Computers Are Dangerous (to your pocketbook)

For many years, one of the standing jokes of Oregon political life is the government's inability to purchase or operate computer systems without tremendous waste and/or inefficiency. It's so bad that the exponential productivity growth the "digital revolution" brought to private industry has essentially skipped government entirely. Taxpayers have received almost no benefit. The poster child for this laff-fest is former DMV Director Jane Cease, who "managed" a computer system upgrade at that agency that cost $75 million more than budgeted. Her punishment was to be transferred to an even higher-paying government job...all so she could qualify for the highest possible state pension.

Now - and not for the first time - the City of Portland is embroiled in another software system boondoggle. The City's Auditor (who frankly could turn up waste, fraud and abuse at least equal to the City's budget if he had enough days in the week) has found the project to replace the City's internal financial and payroll cost system has cost 3 times as much as originally estimated, is more than a year late, and has not accomplished its original goals.

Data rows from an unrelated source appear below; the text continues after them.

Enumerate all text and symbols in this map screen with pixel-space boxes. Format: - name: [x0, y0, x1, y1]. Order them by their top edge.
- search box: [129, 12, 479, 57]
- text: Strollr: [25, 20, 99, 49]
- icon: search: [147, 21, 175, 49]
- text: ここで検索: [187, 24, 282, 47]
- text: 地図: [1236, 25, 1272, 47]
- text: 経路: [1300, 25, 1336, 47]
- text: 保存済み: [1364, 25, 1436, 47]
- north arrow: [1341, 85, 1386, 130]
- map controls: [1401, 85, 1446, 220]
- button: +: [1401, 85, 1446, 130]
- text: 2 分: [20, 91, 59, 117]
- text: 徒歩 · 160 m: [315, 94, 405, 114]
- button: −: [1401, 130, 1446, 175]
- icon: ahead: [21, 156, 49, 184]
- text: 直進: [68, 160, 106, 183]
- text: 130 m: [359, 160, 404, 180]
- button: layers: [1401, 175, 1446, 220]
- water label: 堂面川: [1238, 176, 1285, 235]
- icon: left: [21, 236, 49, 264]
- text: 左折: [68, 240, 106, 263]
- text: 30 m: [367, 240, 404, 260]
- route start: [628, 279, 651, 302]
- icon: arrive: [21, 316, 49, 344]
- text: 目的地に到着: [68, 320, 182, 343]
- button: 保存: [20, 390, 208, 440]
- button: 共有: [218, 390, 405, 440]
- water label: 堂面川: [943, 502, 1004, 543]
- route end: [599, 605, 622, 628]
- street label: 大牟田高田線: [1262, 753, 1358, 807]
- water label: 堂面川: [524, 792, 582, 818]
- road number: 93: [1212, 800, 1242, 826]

Back in the day at Oregon Tax Research (after the DMV computer fiasco and one led by former Portland City Councilman Eric Sten), I used to jokingly suggest that what Oregon really needed was a ballot measure to prohibit government from having computer systems. After all, taxpayers get no benefit and every project is over cost and delivered late. Now, I'm not so sure I should have been joking. The damage to the taxpayers - and the credibility of an already-shaky government class - makes this less funny all the time.